• _What the exercise asks_: Throughout the material below, count each line in which the word "serif" appears, then reply with the count only.

:: Provided entries ::

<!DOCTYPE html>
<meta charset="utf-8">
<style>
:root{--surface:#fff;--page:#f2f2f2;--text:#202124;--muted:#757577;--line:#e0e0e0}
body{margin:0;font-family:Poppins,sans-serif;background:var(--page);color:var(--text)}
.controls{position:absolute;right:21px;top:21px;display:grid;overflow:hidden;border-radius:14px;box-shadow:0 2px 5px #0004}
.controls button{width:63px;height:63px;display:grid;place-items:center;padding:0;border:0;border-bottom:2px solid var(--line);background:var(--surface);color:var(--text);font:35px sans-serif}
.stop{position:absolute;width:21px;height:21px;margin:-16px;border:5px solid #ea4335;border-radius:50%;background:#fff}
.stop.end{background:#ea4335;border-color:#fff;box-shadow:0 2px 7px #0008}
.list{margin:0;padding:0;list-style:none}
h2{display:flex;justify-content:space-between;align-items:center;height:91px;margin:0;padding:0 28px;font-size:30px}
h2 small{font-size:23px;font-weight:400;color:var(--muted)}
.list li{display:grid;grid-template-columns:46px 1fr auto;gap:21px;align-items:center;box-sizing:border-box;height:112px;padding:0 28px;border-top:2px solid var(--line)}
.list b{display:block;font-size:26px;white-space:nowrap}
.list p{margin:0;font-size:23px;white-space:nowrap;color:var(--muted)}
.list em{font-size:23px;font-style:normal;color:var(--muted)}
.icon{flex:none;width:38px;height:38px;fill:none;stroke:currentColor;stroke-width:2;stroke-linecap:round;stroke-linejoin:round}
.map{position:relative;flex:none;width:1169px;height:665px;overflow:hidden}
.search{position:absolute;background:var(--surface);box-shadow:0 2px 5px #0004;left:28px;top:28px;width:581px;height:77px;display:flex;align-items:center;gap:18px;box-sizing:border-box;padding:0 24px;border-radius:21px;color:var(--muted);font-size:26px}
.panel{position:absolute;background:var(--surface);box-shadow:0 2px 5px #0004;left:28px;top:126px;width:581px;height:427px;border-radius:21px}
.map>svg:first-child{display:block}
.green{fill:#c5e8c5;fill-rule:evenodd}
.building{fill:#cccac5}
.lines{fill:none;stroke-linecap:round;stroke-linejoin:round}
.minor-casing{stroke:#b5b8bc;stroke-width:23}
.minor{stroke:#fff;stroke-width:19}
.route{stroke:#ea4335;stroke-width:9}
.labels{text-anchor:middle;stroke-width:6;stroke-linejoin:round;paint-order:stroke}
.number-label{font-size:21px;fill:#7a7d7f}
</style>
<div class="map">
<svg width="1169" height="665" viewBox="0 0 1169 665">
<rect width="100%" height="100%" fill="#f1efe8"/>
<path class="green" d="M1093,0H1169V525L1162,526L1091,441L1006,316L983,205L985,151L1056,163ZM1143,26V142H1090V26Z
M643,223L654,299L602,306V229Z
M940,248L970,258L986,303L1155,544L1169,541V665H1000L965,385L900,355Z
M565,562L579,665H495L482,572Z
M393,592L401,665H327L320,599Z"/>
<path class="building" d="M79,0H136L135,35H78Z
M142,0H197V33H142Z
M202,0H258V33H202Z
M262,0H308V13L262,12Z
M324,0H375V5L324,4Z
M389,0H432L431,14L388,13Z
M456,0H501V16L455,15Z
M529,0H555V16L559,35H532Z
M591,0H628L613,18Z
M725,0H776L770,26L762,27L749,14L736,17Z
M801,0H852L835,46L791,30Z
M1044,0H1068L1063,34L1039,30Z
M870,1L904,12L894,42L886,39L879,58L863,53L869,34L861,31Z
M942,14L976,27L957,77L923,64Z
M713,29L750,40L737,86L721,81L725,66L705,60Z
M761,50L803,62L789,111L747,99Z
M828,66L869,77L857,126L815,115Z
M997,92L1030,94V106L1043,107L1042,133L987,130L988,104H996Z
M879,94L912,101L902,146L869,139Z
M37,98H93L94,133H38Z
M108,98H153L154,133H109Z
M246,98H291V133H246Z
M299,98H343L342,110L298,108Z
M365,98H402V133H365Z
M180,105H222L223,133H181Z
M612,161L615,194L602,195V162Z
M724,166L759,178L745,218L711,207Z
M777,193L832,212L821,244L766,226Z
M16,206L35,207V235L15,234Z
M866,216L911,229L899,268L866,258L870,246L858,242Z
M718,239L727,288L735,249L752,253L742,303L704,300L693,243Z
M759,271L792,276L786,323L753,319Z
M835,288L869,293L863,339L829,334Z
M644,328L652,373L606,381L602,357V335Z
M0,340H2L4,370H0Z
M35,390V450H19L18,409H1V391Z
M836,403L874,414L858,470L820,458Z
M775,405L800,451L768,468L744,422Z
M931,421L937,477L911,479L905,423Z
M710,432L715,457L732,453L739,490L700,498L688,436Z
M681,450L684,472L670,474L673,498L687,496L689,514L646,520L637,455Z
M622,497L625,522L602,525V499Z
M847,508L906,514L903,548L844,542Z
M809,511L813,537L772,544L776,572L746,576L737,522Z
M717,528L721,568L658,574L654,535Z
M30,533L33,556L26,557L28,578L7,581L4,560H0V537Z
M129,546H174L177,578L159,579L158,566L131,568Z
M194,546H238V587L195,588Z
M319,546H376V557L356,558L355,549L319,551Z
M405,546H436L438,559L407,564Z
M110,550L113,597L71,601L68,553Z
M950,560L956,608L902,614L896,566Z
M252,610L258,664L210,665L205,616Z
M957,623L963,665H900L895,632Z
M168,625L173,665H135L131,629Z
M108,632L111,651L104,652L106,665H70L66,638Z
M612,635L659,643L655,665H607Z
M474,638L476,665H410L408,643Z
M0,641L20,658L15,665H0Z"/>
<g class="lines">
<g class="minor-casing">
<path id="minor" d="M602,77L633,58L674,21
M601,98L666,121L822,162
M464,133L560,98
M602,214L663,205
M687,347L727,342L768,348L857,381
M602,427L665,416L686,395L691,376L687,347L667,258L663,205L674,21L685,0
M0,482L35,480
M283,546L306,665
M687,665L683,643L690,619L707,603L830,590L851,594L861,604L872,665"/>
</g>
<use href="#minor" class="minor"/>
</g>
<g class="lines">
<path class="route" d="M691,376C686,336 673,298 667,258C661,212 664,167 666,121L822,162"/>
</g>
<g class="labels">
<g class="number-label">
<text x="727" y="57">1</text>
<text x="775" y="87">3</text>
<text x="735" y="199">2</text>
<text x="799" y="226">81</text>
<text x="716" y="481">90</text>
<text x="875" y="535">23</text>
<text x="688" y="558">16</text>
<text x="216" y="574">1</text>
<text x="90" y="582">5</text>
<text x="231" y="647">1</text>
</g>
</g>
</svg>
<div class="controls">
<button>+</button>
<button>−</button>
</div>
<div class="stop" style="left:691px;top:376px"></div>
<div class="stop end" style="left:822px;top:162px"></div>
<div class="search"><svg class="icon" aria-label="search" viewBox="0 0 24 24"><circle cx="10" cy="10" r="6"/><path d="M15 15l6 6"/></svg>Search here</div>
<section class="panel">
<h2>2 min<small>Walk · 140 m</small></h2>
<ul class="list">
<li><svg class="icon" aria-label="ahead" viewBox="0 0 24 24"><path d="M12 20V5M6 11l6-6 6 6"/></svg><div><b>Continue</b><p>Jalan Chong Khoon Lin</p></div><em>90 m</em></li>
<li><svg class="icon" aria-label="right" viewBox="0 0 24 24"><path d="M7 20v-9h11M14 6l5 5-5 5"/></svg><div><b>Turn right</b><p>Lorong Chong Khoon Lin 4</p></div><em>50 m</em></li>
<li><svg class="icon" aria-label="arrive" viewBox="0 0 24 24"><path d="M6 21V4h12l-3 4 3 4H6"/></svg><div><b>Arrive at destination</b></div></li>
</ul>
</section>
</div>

:::

• _Result for this task_: 2